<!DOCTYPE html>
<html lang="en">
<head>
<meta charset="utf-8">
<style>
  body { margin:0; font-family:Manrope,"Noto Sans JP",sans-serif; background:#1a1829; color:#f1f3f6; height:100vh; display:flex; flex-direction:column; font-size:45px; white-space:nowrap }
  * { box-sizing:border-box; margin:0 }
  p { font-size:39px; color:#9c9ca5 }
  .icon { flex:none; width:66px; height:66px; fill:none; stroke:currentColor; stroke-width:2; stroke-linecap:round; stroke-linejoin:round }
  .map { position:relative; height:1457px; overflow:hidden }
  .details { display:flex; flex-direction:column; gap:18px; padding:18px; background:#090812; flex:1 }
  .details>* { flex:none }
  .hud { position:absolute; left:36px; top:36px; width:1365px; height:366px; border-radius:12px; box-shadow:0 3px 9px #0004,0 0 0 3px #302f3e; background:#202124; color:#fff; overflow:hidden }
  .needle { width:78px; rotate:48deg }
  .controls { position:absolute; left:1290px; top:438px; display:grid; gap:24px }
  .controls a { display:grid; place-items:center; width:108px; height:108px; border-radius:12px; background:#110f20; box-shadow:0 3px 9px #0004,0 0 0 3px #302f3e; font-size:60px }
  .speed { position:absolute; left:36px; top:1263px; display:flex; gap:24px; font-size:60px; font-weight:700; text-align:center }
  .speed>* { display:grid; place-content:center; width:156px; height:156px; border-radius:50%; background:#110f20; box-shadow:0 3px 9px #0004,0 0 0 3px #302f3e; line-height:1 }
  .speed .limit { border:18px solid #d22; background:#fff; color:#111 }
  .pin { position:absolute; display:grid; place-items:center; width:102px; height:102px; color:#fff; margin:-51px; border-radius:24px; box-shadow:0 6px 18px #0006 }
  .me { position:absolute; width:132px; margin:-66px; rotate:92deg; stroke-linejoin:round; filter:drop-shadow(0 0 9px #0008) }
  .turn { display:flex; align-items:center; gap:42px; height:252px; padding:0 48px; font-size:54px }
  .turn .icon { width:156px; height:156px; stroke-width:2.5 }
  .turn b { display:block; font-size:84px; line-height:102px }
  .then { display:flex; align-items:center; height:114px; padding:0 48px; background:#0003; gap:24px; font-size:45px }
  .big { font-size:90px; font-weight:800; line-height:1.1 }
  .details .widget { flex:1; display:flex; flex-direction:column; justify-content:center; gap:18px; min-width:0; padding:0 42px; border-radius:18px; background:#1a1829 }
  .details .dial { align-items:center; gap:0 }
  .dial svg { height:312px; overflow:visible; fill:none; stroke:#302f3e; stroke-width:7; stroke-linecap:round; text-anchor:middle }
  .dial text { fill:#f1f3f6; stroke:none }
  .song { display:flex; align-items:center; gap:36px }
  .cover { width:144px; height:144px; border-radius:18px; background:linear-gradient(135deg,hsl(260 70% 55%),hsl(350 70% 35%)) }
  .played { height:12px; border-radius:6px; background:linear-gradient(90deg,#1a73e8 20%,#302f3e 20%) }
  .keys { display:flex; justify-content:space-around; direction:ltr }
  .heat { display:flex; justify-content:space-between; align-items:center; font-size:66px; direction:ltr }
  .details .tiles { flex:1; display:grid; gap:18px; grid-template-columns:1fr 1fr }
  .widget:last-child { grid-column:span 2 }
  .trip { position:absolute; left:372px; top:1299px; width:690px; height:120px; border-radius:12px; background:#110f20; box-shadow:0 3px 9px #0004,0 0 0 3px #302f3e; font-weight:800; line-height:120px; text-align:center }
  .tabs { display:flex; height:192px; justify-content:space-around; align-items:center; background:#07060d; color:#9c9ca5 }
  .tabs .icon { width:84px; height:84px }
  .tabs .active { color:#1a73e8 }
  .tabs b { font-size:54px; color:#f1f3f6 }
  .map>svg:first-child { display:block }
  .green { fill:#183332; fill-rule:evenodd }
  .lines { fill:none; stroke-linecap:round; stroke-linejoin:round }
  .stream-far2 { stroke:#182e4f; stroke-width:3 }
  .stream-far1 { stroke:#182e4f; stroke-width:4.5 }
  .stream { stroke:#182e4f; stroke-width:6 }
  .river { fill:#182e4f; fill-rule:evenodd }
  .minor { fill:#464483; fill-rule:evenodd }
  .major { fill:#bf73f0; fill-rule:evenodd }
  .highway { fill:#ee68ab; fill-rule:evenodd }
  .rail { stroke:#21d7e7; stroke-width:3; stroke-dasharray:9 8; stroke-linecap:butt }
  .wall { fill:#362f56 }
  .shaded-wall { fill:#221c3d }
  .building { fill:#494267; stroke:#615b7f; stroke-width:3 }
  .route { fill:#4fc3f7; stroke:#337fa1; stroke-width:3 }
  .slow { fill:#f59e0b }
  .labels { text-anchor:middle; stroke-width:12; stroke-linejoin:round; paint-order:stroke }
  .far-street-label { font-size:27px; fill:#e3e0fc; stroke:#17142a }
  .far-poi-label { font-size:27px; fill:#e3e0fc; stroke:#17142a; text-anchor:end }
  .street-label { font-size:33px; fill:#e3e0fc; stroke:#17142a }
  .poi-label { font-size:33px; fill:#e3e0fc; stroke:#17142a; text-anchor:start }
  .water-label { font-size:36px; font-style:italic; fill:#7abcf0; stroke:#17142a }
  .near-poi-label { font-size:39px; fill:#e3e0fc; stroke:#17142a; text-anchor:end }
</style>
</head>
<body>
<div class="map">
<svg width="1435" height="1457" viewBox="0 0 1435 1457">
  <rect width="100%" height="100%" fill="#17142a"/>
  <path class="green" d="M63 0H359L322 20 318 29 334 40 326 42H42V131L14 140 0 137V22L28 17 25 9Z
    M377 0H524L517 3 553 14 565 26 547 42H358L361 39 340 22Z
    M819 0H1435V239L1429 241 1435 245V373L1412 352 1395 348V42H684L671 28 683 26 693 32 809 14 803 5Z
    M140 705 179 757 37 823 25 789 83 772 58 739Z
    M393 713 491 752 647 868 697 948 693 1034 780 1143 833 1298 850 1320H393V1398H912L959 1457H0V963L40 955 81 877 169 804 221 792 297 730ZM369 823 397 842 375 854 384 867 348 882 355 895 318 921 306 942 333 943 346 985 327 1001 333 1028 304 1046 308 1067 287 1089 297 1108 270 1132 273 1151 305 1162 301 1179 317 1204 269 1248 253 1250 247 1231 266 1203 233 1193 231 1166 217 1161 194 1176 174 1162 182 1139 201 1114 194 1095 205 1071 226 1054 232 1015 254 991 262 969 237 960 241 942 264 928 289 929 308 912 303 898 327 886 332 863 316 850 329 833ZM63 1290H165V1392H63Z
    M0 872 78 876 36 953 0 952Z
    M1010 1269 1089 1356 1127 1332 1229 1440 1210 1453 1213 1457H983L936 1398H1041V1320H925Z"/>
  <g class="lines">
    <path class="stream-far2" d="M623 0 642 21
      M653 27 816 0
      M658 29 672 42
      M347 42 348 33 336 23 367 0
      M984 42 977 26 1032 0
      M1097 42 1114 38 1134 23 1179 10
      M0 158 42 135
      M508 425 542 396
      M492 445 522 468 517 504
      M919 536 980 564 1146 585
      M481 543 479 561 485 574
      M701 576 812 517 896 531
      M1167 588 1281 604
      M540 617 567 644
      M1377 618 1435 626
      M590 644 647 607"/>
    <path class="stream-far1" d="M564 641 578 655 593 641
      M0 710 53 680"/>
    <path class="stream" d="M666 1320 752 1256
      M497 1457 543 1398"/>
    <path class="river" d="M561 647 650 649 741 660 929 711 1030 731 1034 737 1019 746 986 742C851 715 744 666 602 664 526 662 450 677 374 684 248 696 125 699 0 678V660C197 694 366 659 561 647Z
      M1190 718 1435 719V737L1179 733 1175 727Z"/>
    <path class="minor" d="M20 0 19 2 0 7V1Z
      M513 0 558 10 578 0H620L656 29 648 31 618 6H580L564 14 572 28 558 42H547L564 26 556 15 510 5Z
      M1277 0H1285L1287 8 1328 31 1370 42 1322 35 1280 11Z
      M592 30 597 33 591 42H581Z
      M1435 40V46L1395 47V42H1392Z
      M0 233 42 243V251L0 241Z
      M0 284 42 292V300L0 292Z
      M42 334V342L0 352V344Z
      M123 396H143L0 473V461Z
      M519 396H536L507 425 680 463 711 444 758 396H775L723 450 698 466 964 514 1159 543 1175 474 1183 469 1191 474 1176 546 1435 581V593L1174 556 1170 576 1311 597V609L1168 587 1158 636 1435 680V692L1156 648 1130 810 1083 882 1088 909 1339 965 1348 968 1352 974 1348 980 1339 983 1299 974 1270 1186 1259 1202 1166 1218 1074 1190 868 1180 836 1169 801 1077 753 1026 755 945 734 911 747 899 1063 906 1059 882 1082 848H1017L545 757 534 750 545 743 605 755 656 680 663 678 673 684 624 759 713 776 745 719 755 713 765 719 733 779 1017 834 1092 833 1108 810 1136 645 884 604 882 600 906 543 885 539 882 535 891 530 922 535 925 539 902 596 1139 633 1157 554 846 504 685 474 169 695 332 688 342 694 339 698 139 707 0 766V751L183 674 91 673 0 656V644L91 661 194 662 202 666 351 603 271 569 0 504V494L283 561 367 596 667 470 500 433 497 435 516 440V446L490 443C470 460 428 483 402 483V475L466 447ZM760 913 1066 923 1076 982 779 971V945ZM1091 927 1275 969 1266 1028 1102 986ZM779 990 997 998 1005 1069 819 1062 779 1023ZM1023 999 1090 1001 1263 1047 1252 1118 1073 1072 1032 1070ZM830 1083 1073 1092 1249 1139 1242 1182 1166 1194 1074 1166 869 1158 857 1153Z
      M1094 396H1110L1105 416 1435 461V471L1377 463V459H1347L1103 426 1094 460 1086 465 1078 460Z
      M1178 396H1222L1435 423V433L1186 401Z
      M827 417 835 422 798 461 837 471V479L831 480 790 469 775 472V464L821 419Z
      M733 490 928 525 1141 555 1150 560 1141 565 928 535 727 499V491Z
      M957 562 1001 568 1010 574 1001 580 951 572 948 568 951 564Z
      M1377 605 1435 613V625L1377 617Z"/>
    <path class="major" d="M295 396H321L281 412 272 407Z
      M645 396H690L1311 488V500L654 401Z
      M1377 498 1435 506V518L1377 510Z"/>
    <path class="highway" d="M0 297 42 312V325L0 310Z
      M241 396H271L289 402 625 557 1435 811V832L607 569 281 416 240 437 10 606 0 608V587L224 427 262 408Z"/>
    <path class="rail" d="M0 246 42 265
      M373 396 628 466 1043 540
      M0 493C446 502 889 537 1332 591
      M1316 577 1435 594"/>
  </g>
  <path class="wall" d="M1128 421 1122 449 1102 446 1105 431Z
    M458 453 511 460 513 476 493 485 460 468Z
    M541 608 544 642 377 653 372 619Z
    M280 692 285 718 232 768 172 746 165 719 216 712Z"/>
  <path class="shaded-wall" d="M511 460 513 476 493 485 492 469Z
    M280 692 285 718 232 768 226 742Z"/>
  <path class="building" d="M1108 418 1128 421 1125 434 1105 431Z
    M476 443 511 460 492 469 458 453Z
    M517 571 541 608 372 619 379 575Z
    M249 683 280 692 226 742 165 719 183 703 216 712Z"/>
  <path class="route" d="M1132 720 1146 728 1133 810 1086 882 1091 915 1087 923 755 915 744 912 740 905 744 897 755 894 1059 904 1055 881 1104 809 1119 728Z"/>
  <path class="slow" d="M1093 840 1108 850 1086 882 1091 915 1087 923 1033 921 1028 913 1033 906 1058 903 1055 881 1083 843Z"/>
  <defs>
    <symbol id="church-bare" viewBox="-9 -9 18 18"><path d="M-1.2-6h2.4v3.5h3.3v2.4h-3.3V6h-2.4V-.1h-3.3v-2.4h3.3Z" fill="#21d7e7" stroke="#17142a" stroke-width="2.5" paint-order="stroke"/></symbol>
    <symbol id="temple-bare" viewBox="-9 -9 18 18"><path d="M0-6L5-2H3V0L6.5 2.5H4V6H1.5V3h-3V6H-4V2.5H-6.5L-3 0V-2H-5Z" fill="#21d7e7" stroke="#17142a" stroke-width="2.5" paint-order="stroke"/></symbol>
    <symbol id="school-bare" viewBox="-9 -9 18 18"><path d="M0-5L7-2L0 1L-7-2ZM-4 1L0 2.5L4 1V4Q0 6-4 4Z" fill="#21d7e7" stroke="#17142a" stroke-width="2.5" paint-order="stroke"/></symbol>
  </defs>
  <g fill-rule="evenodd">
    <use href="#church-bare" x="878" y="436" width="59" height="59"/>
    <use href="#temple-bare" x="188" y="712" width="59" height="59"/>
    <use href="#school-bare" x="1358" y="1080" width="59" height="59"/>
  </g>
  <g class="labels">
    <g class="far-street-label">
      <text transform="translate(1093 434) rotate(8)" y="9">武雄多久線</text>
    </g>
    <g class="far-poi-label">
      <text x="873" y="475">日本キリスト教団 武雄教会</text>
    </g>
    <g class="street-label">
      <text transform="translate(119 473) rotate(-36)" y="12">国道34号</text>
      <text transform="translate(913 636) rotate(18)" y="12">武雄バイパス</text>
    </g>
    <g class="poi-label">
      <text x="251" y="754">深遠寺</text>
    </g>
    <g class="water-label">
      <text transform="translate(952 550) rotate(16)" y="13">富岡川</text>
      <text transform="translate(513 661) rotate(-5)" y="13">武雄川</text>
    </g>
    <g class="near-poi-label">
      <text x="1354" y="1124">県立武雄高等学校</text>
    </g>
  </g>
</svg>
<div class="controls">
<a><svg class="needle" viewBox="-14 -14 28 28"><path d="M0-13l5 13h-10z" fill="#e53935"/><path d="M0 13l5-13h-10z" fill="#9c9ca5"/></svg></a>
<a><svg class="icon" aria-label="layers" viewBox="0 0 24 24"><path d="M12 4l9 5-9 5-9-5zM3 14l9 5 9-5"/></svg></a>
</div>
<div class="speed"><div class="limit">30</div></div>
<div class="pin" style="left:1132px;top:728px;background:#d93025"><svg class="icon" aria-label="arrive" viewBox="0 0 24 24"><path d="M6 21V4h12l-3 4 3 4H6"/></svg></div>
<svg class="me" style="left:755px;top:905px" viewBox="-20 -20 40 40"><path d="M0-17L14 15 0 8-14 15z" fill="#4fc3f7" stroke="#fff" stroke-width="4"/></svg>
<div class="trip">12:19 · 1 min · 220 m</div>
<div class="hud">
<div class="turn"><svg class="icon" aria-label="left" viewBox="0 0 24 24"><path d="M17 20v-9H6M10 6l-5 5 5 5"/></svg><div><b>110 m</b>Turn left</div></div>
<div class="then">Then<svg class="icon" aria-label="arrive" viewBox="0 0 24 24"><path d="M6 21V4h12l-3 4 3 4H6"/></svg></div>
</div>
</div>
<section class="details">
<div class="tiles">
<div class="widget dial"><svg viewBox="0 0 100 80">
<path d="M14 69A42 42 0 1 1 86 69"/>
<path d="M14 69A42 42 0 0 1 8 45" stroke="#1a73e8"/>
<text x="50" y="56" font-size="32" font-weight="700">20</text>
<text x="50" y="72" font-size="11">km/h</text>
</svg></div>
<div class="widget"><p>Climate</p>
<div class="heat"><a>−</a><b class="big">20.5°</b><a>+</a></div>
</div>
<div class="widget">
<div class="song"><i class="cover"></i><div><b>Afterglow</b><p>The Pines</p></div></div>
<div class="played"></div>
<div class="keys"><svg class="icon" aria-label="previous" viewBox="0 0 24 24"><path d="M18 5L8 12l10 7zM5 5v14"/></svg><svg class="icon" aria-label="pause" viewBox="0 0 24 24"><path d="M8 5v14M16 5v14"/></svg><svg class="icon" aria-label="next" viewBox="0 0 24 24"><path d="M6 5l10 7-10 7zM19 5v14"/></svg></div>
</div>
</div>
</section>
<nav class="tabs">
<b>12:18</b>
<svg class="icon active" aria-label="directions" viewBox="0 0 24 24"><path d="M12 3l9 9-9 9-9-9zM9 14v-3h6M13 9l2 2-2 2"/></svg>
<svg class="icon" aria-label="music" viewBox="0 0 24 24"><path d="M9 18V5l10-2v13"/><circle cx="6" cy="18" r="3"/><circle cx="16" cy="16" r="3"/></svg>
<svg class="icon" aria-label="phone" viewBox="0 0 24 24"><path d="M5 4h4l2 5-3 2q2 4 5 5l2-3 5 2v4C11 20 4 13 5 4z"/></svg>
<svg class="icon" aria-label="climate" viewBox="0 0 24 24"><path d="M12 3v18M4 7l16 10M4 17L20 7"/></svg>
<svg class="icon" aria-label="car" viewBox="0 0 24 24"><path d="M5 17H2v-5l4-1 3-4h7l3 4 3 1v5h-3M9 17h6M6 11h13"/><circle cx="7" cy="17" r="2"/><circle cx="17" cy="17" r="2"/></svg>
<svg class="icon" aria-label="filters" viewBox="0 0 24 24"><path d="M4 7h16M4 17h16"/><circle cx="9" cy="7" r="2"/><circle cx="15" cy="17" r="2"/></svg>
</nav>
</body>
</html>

● ● ● ●

State, as a bare number, how many lines of the listing hold the word "played".

2